### Instructions to follow:
Filter the listing below for "linejoin" and report every line that has it.

((

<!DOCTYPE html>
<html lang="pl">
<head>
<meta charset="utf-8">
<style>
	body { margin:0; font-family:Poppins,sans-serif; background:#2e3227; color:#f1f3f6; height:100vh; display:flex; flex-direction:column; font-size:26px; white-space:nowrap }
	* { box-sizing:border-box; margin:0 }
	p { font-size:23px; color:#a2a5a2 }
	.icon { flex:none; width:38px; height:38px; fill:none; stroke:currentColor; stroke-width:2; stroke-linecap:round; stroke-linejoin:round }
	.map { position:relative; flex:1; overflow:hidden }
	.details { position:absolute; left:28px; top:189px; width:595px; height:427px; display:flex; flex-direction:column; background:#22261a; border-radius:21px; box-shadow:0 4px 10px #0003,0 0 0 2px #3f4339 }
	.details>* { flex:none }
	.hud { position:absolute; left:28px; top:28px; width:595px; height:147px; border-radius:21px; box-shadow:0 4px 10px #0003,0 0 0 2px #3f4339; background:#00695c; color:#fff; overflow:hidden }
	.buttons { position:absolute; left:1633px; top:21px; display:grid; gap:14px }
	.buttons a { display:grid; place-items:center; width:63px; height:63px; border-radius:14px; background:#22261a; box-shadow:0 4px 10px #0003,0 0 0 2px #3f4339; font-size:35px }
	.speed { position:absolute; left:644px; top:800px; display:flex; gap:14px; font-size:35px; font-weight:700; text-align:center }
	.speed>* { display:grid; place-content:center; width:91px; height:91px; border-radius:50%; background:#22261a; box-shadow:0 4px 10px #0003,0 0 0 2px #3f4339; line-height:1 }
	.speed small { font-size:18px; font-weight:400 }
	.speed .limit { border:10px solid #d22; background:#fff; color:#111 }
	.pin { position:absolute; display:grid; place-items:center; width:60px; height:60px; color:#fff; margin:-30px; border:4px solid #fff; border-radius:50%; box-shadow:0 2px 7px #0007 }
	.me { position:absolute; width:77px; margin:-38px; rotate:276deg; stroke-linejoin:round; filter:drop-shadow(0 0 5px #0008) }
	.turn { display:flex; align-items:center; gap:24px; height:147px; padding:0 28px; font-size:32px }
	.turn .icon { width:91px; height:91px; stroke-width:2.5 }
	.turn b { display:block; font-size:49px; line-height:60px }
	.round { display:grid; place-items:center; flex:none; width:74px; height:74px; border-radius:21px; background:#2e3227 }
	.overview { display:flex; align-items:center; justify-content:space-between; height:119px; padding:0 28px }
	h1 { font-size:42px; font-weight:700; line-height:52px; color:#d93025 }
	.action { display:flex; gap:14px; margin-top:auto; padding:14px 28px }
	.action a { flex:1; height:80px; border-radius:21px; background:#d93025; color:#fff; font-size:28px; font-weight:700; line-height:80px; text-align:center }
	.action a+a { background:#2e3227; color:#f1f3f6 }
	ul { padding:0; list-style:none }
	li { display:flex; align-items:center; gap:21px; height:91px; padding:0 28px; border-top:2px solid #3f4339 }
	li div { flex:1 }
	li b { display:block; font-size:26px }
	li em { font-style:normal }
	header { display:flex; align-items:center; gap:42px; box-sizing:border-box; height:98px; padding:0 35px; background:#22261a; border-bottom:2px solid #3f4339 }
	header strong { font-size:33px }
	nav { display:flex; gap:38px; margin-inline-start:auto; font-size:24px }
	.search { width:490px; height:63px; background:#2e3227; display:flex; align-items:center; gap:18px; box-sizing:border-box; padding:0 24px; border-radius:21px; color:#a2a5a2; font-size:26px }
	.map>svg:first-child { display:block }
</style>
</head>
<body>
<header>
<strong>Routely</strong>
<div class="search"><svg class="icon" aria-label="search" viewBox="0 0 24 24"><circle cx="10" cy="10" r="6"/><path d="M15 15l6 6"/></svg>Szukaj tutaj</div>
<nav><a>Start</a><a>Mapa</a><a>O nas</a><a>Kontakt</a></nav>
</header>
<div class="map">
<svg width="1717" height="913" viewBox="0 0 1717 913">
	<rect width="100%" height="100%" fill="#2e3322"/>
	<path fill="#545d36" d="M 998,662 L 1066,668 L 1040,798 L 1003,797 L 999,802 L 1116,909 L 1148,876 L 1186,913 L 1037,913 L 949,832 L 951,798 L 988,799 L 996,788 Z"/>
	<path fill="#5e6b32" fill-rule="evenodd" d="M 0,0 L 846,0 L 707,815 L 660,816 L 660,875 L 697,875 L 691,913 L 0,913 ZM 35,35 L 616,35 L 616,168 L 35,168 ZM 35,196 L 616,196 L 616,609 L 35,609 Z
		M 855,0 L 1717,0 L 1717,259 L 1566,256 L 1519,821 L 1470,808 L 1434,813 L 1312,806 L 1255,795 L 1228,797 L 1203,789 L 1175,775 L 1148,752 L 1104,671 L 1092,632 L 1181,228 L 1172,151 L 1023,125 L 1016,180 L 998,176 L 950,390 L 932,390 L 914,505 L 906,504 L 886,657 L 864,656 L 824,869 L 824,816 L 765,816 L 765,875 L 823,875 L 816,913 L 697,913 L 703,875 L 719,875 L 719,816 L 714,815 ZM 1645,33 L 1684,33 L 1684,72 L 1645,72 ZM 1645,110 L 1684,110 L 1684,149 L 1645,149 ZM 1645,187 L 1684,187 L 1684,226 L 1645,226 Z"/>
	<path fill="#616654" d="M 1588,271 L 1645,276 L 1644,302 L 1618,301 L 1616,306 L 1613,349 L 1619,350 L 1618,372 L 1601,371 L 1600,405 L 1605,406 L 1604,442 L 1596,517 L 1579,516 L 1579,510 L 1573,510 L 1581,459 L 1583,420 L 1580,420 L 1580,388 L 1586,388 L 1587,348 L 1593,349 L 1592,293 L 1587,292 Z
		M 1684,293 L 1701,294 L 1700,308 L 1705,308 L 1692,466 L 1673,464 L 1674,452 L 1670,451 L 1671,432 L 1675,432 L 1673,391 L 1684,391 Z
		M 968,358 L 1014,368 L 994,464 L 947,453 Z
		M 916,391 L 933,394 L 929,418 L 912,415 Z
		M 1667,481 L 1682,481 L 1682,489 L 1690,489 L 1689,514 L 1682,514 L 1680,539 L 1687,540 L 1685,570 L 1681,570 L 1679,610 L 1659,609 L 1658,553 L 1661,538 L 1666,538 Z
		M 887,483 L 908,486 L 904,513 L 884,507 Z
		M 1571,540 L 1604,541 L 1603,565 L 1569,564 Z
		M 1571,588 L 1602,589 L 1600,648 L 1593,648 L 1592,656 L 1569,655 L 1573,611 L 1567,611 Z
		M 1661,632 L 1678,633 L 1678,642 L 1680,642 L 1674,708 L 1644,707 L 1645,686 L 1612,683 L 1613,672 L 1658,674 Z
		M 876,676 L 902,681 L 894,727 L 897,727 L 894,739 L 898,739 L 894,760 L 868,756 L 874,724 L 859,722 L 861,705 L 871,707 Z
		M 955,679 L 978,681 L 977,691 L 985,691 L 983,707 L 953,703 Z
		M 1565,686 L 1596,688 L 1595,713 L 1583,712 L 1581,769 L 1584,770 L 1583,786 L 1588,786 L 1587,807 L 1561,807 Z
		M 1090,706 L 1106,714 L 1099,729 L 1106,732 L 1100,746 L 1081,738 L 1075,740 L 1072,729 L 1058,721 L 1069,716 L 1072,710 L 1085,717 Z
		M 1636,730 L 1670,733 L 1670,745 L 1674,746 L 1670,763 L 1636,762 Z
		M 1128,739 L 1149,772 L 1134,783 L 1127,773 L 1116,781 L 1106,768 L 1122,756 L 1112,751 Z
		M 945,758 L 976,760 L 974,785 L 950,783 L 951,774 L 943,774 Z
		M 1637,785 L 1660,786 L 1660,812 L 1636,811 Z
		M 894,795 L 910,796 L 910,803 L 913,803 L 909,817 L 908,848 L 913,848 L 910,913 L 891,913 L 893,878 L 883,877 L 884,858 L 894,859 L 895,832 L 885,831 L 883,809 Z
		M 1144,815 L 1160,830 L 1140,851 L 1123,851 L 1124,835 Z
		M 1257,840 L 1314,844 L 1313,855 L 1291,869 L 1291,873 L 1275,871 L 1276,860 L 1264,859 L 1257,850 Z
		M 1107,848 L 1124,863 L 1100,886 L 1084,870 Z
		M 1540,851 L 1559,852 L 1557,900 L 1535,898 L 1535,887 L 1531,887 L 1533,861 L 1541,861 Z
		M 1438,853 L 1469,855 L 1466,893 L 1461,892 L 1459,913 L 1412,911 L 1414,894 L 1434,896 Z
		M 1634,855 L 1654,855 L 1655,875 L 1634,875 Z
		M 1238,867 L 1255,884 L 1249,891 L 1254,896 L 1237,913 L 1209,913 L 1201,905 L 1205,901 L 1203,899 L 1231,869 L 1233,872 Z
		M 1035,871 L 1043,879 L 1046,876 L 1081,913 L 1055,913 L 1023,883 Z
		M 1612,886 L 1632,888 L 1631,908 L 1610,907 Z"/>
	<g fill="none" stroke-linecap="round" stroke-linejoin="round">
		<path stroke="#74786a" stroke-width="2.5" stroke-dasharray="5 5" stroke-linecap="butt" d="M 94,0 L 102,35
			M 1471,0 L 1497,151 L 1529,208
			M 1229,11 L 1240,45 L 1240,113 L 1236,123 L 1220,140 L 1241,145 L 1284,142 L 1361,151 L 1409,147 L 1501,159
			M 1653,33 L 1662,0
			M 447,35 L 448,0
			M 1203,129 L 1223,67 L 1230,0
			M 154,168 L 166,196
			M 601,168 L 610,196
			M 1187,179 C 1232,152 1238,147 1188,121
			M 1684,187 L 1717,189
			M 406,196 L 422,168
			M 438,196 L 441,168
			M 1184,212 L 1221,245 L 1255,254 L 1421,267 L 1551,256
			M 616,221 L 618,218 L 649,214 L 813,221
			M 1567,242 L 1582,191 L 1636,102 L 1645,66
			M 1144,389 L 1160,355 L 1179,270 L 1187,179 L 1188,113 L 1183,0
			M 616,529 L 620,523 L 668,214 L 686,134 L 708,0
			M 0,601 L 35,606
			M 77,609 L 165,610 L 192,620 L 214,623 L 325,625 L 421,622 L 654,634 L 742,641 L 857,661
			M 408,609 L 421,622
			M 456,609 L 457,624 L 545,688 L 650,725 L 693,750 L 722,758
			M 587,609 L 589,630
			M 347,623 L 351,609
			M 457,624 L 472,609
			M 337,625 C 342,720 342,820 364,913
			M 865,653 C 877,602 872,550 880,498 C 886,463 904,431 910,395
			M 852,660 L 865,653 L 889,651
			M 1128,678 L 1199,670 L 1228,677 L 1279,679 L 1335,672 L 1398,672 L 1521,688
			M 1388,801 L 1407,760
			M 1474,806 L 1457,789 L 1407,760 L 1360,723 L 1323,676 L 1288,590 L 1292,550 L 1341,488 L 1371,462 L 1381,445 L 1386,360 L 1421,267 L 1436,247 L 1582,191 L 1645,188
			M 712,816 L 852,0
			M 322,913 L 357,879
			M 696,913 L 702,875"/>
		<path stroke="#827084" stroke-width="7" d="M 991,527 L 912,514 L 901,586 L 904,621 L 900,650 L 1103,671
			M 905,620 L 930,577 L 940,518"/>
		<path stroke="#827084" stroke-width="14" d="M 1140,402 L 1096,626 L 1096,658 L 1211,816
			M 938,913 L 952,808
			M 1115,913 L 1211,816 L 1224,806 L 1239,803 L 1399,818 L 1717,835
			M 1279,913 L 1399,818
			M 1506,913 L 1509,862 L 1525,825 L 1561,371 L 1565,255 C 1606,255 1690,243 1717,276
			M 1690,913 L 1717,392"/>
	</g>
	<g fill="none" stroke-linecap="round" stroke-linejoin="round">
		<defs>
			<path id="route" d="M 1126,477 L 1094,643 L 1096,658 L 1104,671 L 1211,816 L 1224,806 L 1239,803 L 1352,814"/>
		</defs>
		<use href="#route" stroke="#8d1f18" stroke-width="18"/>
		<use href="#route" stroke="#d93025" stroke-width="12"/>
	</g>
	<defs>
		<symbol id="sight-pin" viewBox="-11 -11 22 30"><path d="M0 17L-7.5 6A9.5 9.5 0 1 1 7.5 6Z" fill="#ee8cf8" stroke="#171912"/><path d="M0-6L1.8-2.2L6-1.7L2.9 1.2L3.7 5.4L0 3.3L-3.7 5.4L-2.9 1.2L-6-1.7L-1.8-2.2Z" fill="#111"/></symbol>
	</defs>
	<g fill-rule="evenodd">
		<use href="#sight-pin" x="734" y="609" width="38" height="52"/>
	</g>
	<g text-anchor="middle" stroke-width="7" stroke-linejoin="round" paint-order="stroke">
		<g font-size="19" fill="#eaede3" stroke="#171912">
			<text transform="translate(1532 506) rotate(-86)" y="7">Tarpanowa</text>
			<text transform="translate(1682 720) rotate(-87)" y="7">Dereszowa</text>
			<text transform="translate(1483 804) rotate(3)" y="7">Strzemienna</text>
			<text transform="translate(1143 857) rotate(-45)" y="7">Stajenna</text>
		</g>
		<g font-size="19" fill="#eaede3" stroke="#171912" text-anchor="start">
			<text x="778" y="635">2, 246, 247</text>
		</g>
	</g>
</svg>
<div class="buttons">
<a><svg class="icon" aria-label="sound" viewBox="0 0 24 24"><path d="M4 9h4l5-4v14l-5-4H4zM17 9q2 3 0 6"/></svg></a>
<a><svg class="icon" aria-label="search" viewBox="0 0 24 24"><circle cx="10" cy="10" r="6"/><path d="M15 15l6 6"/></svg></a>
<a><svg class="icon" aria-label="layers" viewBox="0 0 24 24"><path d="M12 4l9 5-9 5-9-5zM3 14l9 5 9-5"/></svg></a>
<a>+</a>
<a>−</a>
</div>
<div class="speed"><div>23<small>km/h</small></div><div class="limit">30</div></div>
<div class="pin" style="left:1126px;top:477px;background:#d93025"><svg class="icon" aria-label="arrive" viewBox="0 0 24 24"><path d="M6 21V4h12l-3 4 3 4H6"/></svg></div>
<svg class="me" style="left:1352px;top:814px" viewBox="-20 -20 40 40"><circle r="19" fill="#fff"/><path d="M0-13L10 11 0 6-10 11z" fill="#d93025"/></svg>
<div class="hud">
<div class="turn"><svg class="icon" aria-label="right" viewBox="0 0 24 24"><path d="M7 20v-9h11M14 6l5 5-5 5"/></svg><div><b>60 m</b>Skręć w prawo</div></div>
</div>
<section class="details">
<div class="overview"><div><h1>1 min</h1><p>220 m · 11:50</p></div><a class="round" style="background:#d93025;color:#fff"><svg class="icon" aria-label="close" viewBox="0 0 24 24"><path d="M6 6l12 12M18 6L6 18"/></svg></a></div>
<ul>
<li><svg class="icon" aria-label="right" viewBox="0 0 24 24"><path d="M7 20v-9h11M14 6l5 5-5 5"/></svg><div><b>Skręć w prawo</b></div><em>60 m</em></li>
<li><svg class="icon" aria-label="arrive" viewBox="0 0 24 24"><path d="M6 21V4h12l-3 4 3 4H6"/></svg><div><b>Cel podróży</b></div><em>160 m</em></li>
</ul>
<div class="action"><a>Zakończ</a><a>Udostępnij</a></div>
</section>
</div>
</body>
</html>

))

### Output of the exercise:
	.icon { flex:none; width:38px; height:38px; fill:none; stroke:currentColor; stroke-width:2; stroke-linecap:round; stroke-linejoin:round }
	.me { position:absolute; width:77px; margin:-38px; rotate:276deg; stroke-linejoin:round; filter:drop-shadow(0 0 5px #0008) }
	<g fill="none" stroke-linecap="round" stroke-linejoin="round">
	<g fill="none" stroke-linecap="round" stroke-linejoin="round">
	<g text-anchor="middle" stroke-width="7" stroke-linejoin="round" paint-order="stroke">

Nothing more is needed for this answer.